Exercise description
Among the records that follow, find each line holding the word "bubble" and copy it.

Input records
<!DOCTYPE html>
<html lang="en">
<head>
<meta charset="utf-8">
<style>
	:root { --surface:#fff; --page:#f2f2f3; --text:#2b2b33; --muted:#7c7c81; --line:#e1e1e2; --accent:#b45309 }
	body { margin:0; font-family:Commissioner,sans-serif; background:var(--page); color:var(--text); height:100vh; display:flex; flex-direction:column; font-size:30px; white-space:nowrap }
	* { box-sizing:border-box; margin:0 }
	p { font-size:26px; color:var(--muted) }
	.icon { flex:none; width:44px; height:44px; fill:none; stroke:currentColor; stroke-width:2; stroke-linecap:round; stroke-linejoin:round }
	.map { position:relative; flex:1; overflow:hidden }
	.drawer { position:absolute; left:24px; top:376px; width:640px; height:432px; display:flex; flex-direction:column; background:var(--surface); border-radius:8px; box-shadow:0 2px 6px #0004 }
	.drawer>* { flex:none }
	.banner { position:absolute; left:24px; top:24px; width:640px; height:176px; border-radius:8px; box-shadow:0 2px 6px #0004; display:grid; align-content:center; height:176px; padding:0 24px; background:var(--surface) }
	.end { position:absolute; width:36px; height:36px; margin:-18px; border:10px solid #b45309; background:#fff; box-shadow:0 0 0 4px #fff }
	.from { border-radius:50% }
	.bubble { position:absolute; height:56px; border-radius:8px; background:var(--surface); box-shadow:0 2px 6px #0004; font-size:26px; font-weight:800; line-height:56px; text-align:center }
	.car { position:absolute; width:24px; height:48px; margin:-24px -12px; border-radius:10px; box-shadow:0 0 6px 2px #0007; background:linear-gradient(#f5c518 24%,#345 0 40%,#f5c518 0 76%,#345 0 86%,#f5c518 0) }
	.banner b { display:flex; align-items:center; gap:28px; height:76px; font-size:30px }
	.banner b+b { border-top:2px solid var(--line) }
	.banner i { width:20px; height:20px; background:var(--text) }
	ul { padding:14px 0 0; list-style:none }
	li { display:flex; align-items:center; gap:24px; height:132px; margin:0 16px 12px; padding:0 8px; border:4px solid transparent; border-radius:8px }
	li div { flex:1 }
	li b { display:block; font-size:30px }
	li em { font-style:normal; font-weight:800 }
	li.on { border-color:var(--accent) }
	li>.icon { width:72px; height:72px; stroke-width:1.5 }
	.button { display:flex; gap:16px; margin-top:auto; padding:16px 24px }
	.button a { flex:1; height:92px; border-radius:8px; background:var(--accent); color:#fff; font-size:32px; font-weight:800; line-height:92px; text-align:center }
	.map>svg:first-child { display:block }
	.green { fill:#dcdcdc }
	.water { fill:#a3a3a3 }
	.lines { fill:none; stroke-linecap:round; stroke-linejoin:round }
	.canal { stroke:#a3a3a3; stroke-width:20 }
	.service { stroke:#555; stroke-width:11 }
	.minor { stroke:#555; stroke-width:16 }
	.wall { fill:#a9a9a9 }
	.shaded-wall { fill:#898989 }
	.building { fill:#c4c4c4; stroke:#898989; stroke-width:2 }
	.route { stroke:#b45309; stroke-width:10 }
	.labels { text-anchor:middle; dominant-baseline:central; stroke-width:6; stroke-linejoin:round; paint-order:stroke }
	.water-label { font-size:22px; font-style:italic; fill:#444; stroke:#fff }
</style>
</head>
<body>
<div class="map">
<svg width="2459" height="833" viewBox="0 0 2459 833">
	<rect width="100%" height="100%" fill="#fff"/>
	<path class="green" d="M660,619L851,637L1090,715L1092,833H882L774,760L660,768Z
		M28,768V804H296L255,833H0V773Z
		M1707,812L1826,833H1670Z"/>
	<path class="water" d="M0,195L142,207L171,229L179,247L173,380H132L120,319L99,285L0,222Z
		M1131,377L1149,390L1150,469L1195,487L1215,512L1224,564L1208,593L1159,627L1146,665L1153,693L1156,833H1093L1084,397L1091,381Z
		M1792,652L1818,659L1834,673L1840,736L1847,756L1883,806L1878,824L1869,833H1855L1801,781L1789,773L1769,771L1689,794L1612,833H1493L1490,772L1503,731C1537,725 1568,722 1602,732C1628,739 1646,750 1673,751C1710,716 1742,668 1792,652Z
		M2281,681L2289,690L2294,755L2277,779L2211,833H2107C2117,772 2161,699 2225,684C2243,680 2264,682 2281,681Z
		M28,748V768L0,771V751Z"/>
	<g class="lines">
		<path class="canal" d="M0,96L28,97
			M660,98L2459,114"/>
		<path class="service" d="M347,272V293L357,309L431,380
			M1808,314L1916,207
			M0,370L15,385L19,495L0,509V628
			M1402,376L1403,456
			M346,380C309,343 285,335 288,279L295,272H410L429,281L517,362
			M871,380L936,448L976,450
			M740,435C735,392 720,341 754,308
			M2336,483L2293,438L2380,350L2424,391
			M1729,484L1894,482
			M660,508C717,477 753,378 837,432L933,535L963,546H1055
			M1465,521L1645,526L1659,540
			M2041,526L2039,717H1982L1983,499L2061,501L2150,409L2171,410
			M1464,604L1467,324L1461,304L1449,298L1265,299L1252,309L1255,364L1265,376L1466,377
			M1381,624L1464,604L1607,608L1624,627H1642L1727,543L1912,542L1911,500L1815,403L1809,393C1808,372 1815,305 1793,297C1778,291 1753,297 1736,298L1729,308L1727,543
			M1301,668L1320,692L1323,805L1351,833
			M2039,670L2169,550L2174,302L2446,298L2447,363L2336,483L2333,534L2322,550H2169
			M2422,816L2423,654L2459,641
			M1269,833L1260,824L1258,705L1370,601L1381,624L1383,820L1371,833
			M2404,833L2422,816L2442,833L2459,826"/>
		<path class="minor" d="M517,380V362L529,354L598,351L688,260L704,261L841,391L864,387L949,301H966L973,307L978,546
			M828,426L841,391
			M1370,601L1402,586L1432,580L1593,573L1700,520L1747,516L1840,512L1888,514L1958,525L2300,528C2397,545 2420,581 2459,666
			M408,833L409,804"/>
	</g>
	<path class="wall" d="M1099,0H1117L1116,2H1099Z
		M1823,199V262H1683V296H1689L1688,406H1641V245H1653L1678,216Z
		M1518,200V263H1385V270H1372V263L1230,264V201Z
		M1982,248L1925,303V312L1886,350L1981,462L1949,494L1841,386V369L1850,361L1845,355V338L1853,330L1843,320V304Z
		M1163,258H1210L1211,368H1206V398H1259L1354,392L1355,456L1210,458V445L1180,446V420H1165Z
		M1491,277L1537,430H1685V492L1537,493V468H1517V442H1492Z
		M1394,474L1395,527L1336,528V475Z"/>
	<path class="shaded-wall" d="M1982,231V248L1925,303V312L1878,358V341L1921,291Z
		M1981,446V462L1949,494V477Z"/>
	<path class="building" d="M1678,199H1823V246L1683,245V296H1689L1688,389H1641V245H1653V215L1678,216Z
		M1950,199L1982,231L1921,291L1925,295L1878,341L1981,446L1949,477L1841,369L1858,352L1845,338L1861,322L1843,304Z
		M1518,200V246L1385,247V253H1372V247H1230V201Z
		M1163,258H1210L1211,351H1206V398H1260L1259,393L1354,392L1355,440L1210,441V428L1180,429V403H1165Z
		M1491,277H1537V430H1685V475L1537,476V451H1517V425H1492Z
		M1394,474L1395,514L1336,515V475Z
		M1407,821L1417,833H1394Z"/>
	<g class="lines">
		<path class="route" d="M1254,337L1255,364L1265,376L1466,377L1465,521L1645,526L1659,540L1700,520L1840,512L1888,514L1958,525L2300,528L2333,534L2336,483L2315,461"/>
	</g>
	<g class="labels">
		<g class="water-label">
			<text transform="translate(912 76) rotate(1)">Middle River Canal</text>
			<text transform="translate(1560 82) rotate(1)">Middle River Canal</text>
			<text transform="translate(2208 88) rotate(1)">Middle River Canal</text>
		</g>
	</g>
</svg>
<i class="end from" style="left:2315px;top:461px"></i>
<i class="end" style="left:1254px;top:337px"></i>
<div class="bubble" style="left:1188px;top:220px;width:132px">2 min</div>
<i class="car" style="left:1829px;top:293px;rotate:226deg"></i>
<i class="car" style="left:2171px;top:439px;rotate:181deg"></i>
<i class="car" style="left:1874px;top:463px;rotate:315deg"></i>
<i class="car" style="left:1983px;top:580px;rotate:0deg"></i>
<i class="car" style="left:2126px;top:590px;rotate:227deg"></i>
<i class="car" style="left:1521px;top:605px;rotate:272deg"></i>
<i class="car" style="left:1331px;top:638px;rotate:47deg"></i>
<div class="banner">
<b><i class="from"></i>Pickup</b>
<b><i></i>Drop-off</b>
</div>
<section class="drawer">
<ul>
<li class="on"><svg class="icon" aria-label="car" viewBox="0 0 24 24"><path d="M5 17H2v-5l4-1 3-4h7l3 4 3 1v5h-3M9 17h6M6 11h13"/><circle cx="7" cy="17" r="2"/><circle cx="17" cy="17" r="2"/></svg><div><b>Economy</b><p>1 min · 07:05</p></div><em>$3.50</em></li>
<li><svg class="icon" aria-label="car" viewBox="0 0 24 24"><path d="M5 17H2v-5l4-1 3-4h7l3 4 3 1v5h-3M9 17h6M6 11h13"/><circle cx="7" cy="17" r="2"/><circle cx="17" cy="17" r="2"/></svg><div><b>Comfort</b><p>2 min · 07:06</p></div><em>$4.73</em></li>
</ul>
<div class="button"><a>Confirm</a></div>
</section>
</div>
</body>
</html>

Exercise output
	.bubble { position:absolute; height:56px; border-radius:8px; background:var(--surface); box-shadow:0 2px 6px #0004; font-size:26px; font-weight:800; line-height:56px; text-align:center }
<div class="bubble" style="left:1188px;top:220px;width:132px">2 min</div>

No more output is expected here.